# What to produce
When a line in the listing below contains the word "sheet", return a copy of that line.

|---|

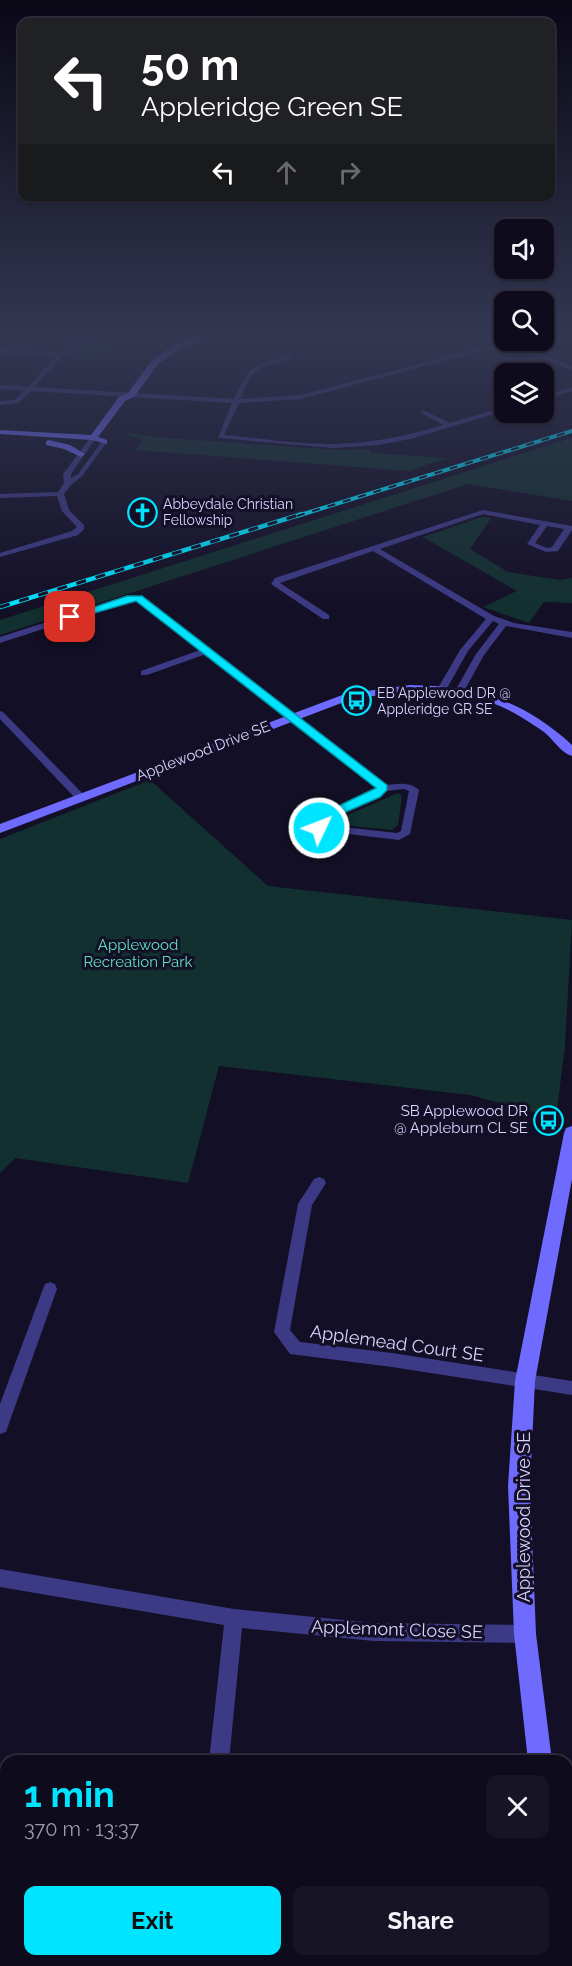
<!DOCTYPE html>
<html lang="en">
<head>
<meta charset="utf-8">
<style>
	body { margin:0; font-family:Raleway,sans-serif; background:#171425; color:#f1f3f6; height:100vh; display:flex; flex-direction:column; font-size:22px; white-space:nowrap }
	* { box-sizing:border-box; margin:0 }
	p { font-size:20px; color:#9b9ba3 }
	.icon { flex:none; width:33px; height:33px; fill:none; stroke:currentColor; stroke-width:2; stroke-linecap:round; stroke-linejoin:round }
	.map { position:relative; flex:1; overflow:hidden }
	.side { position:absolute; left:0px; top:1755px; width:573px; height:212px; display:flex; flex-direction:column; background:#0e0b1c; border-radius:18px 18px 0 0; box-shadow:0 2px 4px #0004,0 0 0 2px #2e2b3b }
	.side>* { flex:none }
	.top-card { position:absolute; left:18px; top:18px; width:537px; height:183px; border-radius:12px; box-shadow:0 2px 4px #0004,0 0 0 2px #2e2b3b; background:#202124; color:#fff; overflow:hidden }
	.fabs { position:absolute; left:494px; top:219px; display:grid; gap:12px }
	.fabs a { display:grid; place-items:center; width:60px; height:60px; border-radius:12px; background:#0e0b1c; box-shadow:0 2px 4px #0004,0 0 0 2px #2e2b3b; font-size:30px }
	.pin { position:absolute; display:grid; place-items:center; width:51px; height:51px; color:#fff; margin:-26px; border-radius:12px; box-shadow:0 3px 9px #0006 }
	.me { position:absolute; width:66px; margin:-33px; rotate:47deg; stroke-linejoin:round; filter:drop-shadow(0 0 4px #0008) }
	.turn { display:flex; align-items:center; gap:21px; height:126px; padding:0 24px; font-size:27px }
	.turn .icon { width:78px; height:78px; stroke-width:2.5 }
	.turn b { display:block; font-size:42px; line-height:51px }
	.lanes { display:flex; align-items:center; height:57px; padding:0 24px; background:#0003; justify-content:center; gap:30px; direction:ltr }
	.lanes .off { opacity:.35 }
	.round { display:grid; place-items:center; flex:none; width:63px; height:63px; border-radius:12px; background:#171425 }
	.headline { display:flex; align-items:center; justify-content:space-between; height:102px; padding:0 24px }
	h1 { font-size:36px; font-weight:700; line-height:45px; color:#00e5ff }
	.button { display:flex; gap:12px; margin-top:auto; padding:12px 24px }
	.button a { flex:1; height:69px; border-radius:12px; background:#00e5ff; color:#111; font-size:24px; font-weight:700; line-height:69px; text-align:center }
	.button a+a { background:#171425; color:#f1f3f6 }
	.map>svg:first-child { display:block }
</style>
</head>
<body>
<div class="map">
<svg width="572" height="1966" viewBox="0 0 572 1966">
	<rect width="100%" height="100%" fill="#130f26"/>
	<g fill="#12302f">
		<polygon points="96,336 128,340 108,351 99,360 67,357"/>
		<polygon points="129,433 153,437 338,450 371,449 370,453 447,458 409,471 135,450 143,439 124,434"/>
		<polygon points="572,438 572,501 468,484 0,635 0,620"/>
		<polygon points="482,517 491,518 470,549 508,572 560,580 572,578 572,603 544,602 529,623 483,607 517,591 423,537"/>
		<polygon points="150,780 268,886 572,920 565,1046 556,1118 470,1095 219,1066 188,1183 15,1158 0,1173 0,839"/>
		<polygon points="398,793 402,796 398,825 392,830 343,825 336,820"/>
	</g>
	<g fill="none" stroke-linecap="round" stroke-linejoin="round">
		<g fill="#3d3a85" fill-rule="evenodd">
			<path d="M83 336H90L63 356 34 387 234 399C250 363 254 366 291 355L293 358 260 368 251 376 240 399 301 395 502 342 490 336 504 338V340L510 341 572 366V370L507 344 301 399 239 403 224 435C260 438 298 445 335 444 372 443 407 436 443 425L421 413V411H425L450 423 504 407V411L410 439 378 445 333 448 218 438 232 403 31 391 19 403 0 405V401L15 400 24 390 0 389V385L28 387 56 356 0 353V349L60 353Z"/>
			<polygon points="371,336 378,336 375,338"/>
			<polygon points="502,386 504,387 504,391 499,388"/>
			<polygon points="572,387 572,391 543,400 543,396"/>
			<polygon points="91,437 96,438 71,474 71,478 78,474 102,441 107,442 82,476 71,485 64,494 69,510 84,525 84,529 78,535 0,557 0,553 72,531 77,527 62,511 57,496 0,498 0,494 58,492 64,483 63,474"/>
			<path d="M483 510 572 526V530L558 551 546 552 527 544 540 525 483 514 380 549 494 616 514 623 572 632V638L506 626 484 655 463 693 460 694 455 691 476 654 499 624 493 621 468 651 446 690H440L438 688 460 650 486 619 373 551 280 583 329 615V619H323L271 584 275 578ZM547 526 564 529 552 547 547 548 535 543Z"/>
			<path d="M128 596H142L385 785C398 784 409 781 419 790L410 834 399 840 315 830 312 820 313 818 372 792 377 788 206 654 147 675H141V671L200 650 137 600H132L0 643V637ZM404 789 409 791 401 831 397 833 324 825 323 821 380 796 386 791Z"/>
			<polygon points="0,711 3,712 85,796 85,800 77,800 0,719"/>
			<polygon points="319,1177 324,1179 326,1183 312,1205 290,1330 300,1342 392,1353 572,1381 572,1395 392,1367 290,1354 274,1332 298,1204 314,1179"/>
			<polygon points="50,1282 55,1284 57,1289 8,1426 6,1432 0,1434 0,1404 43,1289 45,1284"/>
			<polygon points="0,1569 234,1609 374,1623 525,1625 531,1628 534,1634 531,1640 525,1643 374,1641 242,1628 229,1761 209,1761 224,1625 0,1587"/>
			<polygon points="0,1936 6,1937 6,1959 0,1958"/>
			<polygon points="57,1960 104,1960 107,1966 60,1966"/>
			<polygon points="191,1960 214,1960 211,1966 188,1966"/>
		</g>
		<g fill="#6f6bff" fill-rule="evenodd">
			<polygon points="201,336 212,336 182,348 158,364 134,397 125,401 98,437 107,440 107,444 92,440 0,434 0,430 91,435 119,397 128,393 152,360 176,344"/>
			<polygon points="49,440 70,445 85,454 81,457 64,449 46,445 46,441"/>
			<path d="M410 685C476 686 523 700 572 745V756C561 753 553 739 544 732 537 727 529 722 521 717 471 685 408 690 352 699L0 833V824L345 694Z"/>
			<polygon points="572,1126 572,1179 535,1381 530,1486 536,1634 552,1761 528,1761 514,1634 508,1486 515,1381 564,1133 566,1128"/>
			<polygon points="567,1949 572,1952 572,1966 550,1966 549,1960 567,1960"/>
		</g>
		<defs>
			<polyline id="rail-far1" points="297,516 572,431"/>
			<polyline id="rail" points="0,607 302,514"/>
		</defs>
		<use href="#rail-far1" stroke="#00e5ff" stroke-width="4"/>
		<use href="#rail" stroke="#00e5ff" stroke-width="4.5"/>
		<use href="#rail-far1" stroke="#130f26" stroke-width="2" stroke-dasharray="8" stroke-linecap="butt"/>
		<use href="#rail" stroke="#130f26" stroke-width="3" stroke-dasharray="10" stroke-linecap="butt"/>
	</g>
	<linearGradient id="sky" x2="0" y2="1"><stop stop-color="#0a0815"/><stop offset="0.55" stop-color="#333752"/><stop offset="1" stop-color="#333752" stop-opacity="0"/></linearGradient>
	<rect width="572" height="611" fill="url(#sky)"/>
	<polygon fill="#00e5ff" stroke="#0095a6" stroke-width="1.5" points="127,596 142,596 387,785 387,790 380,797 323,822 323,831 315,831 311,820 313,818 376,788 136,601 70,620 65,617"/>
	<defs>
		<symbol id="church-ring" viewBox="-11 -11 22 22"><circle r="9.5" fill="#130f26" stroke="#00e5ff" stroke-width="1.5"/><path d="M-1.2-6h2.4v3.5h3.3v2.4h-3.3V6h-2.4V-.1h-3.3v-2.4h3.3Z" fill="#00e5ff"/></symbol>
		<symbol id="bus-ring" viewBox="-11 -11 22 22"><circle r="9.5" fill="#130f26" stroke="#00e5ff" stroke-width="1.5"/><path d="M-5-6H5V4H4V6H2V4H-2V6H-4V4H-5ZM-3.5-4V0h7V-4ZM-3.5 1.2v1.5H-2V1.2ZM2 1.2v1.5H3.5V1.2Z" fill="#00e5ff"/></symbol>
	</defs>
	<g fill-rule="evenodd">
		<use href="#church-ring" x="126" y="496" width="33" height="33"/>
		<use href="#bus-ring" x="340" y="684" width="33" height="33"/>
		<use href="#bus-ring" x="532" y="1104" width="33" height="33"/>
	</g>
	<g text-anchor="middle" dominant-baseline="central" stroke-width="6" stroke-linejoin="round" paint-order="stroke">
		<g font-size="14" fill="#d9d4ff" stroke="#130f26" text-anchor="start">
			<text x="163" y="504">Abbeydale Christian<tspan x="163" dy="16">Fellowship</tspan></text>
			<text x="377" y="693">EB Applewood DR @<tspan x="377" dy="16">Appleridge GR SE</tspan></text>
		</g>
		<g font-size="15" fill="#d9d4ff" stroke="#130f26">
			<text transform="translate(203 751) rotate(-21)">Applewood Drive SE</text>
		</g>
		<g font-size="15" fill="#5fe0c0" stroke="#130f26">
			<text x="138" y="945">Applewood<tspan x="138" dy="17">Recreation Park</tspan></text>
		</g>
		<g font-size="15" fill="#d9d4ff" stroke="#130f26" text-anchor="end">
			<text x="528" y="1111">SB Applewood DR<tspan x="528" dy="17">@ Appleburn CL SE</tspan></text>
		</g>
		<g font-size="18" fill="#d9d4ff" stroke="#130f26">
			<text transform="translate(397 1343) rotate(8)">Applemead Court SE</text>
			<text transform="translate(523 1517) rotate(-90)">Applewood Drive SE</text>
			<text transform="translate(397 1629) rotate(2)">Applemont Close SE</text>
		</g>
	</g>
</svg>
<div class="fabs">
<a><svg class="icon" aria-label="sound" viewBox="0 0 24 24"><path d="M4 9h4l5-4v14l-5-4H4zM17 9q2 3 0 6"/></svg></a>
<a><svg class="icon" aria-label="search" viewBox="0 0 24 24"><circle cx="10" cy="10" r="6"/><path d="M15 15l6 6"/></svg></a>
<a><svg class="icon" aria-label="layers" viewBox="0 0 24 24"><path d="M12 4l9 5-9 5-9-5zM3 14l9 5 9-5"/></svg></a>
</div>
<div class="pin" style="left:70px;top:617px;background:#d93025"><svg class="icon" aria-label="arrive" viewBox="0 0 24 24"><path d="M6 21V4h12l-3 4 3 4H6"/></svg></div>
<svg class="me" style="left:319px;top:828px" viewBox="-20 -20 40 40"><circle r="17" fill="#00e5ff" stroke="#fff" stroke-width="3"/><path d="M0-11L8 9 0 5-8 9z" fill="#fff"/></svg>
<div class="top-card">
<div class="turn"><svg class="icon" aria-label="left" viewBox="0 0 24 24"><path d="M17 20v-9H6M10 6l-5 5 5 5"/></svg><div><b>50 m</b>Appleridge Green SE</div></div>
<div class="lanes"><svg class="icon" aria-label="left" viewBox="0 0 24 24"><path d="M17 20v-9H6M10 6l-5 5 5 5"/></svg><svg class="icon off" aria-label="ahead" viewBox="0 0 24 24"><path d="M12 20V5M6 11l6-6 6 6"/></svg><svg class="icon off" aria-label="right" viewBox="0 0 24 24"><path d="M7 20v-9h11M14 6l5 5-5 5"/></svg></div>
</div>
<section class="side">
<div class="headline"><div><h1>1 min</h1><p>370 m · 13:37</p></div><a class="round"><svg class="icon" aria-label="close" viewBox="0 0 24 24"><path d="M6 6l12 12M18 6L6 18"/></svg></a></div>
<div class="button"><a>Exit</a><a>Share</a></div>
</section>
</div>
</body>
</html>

|---|

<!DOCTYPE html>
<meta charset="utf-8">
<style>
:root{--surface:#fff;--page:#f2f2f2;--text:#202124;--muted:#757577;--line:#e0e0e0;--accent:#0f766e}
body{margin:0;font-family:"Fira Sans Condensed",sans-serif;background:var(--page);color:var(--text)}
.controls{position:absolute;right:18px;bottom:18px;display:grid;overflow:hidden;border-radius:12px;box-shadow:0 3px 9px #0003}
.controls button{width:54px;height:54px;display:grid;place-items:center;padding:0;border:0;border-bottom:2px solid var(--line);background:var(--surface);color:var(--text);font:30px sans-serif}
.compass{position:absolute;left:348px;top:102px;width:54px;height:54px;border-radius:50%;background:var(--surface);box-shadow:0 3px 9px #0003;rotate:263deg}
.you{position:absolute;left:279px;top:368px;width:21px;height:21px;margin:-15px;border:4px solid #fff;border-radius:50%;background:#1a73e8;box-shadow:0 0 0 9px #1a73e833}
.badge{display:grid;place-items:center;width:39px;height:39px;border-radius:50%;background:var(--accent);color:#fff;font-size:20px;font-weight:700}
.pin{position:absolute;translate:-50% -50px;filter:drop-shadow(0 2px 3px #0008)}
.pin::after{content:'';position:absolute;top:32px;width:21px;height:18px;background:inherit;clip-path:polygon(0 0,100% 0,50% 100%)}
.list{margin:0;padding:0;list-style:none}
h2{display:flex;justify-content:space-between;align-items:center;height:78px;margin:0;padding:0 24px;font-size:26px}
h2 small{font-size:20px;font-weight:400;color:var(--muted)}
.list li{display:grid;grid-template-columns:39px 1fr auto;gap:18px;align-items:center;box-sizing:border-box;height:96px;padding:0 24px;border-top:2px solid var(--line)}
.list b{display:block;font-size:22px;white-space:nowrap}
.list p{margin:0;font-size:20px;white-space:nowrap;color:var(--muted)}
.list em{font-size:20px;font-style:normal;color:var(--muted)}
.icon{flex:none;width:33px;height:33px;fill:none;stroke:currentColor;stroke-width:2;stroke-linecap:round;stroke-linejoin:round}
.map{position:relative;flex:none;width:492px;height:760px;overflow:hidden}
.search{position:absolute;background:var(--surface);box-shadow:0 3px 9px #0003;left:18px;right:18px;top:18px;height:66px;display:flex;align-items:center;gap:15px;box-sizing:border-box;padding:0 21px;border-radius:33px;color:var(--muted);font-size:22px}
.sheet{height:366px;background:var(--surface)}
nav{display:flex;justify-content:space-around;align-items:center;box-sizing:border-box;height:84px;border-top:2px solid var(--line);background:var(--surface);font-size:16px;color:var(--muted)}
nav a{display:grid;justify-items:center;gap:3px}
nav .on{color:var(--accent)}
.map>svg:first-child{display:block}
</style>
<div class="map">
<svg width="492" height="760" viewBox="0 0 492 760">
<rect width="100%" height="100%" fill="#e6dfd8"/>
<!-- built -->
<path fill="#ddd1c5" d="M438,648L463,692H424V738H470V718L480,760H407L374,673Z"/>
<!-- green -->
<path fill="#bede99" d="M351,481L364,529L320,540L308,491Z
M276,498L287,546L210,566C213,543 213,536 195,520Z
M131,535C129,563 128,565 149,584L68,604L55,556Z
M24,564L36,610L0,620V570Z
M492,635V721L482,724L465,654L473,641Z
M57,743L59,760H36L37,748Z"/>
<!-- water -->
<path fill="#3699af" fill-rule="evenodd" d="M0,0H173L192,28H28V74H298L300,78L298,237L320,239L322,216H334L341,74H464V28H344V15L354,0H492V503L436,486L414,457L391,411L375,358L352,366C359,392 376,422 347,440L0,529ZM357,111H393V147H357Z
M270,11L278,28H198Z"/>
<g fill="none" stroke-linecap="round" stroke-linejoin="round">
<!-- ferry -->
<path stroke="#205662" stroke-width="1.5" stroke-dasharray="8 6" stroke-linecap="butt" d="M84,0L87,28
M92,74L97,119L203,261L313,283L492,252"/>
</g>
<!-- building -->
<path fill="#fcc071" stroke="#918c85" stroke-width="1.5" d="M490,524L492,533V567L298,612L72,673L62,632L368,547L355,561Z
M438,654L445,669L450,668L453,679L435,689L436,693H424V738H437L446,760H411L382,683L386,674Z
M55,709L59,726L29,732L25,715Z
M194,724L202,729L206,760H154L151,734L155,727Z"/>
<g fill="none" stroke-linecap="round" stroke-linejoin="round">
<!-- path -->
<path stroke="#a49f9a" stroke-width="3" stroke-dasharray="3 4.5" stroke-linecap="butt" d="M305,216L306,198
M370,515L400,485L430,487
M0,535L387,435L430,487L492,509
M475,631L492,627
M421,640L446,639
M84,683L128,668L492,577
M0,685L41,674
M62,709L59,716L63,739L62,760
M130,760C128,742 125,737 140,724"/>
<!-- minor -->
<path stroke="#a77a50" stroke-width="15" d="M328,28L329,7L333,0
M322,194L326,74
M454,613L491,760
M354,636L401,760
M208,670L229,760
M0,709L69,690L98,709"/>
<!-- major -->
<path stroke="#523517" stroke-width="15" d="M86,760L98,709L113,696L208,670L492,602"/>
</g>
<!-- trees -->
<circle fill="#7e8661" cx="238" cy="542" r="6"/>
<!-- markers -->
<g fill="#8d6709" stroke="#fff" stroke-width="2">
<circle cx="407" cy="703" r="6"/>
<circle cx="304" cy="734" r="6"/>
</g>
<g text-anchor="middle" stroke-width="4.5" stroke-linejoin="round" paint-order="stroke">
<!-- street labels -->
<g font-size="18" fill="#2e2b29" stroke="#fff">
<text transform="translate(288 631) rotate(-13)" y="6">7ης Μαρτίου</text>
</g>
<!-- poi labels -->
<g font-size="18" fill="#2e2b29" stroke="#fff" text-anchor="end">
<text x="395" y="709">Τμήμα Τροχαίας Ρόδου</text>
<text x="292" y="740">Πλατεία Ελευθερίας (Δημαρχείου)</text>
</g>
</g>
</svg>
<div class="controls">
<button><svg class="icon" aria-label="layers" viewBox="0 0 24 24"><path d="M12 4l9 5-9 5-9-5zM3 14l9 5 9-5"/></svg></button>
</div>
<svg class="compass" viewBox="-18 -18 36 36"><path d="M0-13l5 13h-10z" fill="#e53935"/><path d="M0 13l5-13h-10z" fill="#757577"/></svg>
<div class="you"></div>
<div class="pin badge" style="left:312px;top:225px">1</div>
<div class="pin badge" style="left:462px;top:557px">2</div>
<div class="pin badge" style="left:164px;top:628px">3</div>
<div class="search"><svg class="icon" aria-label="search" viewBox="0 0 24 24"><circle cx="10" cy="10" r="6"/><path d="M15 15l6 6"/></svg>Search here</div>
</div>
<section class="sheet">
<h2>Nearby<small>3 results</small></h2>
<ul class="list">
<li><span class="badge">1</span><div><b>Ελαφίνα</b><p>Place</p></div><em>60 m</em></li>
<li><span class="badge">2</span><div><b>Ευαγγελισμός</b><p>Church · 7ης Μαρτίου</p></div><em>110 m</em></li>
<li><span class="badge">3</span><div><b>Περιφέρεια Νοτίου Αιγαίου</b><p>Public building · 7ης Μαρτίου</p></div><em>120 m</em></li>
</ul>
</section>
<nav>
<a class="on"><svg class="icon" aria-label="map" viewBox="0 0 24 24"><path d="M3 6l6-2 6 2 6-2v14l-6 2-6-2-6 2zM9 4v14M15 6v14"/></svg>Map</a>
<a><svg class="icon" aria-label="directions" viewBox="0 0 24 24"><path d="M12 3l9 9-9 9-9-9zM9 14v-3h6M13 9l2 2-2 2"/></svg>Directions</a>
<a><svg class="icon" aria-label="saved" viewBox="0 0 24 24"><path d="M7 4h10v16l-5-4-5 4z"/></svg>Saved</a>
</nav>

|---|

# Solution to the exercise
.sheet{height:366px;background:var(--surface)}
<section class="sheet">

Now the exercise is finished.